Soledad

El doctor Pablo de Ballester, de origen catalán, afirmaba que él era socrático no en el sentido de pensar como Sócrates, sino en cuanto a poseer un conocimiento más objetivo de la realidad. De igual forma, acaso, se podría decir que se es montañista no en cuanto a ...

Arturo Xicoténcatl

Arturo Xicoténcatl

El espejo de tinta

El doctor Pablo de Ballester, de origen catalán, afirmaba que él era socrático no en el sentido de pensar como Sócrates, sino en cuanto a poseer un conocimiento más objetivo de la realidad. De igual forma, acaso, se podría decir que se es montañista no en cuanto a que se escale un Everest o un monte de menor altura, sino en la referencia individual y en la relación de las valiosas experiencias de algunos escaladores. Voz, imágenes, recuerdos, son como una chispa que toca el espíritu y hace palpitar los corazones.

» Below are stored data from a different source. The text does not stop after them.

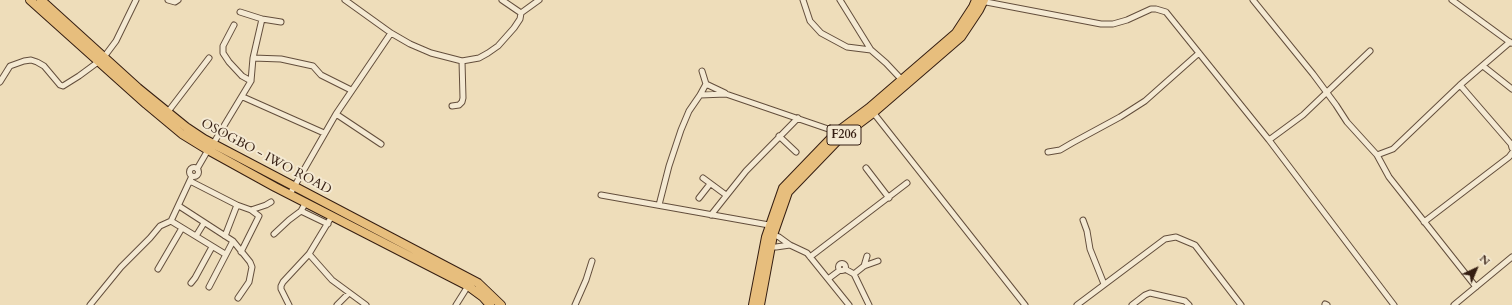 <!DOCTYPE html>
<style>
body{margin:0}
#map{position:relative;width:1512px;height:305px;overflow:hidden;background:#eeddba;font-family:Cardo,serif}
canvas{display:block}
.north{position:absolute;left:1456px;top:249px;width:40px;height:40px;-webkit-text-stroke:3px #f4e9d2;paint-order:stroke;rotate:44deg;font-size:11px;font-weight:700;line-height:16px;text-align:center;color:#351e12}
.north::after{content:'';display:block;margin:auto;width:14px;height:18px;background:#351e12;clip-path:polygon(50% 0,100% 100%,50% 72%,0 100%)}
</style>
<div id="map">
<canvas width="1512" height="305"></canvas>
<div class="north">N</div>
</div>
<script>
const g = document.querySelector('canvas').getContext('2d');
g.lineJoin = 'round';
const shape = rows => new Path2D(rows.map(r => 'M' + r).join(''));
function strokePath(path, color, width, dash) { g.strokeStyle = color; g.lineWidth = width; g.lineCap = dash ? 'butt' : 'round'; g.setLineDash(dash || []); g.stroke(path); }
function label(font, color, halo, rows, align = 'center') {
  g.font = font + ' Cardo,serif'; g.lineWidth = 4; g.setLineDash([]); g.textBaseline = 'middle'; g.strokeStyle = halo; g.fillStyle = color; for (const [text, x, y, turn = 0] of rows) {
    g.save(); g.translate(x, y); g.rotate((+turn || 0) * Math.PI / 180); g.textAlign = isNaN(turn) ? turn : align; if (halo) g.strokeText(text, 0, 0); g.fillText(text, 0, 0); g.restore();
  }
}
const street = shape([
 [168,0,175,2,178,0],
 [345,0,391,33,410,44,431,53,462,61,479,58,488,53,498,46,514,28,520,19,521,13,539,0],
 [502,0,521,13],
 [803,0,810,21,821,33,847,47,871,50],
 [840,0,871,50,886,63,902,80],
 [1253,0,1313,74,1336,105,1347,122,1377,155,1389,177,1476,287],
 [1452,0,1511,43],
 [981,1,1101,24,1113,24,1127,20,1151,9,1156,9,1166,12,1269,140,1394,305],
 [240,12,262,19,281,22],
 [234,25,223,46,223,53,229,62,242,76,251,81],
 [104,57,116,41,136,0],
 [253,58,281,59,313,66,321,75,351,90],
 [1483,66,1512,89],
 [0,82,10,66,24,61,31,60,37,62,44,66,60,85,63,86,79,76,98,62],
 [706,84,725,93],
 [1460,85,1511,144,1512,148],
 [700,95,706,84,702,71],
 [243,97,324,133],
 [452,106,459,105,462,102,463,98,462,61],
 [872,111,1025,305],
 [167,113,209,58],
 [336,114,381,144],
 [779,136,796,152],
 [1269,140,1303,115,1370,51],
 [213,144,251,81,253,58,262,19],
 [1048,152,1060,150,1072,143,1120,117,1145,101,1199,53],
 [1377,155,1393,149,1460,85,1510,42],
 '189.5 172a4.5 4.5 0 1 1 9 0a4.5 4.5 0 1 1-9 0Z',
 [866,168,889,198],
 [197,169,208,150],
 [703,178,726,195],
 [190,181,237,205,251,210,259,216,241,252],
 [290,194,336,114,391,33],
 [601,195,769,225],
 [699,198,710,184],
 [659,205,669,166,681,130,689,111,700,95,726,94,837,132],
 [179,206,233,241,250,262,252,267,249,282,238,298],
 [251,210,266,205,271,202],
 [301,211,328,224],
 [711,215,746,171,798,118],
 [1083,220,1087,231,1090,249,1104,284],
 [171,221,225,254],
 [1424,222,1509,157,1512,153],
 [274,234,289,220,301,211,306,202],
 [772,234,779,237,790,245,807,253,849,305],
 [196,236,204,223],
 [225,236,237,205],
 [769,247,776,247,790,245],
 [309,254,332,280,366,305],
 [810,257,907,183],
 '838.5 267a3.5 3.5 0 1 1 7 0a3.5 3.5 0 1 1-7 0Z',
 [864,266,867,256],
 [158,269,182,228],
 [845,269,854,274,869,305],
 [854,274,864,266,878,261],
 [828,279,840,270],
 [191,283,195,278,212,247],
 [209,287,233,241],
 [1325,304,1327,305],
 [90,305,121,267,150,238,160,226,171,221,192,176],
 [289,305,281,289,281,286,283,282,309,254,332,216],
 [337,305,349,293],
 [456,305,468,286],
 [575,305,586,280,592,261],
 [1077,305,1165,239,1176,237,1195,245,1241,305],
 [1132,305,1145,295,1150,293,1185,301,1189,305],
 [1454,305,1512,257]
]);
const primary = shape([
 [30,0,146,104,182,134,208,150,275,187,468,286,483,297,490,305],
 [41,0,138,88,186,127,204,139,263,170,478,283,501,305],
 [753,305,766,237,783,188,837,132,869,108,956,33,973,7,976,0],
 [760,305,773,235,788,192,841,137,873,113,961,37,979,10,984,0]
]);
strokePath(street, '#634e3c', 7);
strokePath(primary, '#351e12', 10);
strokePath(street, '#f4e9d2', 5);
strokePath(primary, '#e7be7d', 8);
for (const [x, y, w] of [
 [844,135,34]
]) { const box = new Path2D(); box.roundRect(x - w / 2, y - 10, w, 20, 3); g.fillStyle = '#f4e9d2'; g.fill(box); strokePath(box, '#351e12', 1); }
label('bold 12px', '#351e12', null, [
 ["F206",844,135]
]);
label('13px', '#351e12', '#f4e9d2', [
 ["OSOGBO - IWO ROAD",266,157,28]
]);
</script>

La mente capta y recoge algunas de las bellezas más intensas de la naturaleza coloreadas en acciones audaces; las transforma y transporta en grados de emoción. Se mezcla la aspiración y el sueño de hollar las cumbres del Everest, del K-2, las llanuras blancas y heladas del Polo Sur continental y del mar congelado del Polo Norte. Se vive la soledad del montañista, se aprecia su fortaleza física, mental, técnica, valor, audacia. Se despierta una multitud de voliciones: el esfuerzo y la grandeza de espíritu, la inefable emoción de contemplar el brillo de las estrellas, la bóveda celeste, el diálogo y la voz interior superior que conoce el solitario, su independencia ante las fuerzas de la naturaleza. El gemido y el aullido del viento blanco, destructor; las tormentas y las ráfagas huracanadas de las cumbres, las grietas, los arroyos subterráneos que corren en el manto de nieve, convertidos en trampas mortales, sepulcros blancos; el placer de mirar hacia abajo y contemplar un mar de nubes; los ortos y los ocasos que cambian en oro las paredes de la montaña, arroban el espíritu; la mordedura del frío a Celsius apenas soportables y más con el déficit de oxígeno. Caminar en esa delgada línea de la vida y la muerte. Vivir la indeleble experiencia de presenciar o conocer la desaparición de un compañero con el que el montañista estaba platicando unos segundos o minutos antes. Las costumbres de las esposas de los sherpas, madurez y aceptación del destino.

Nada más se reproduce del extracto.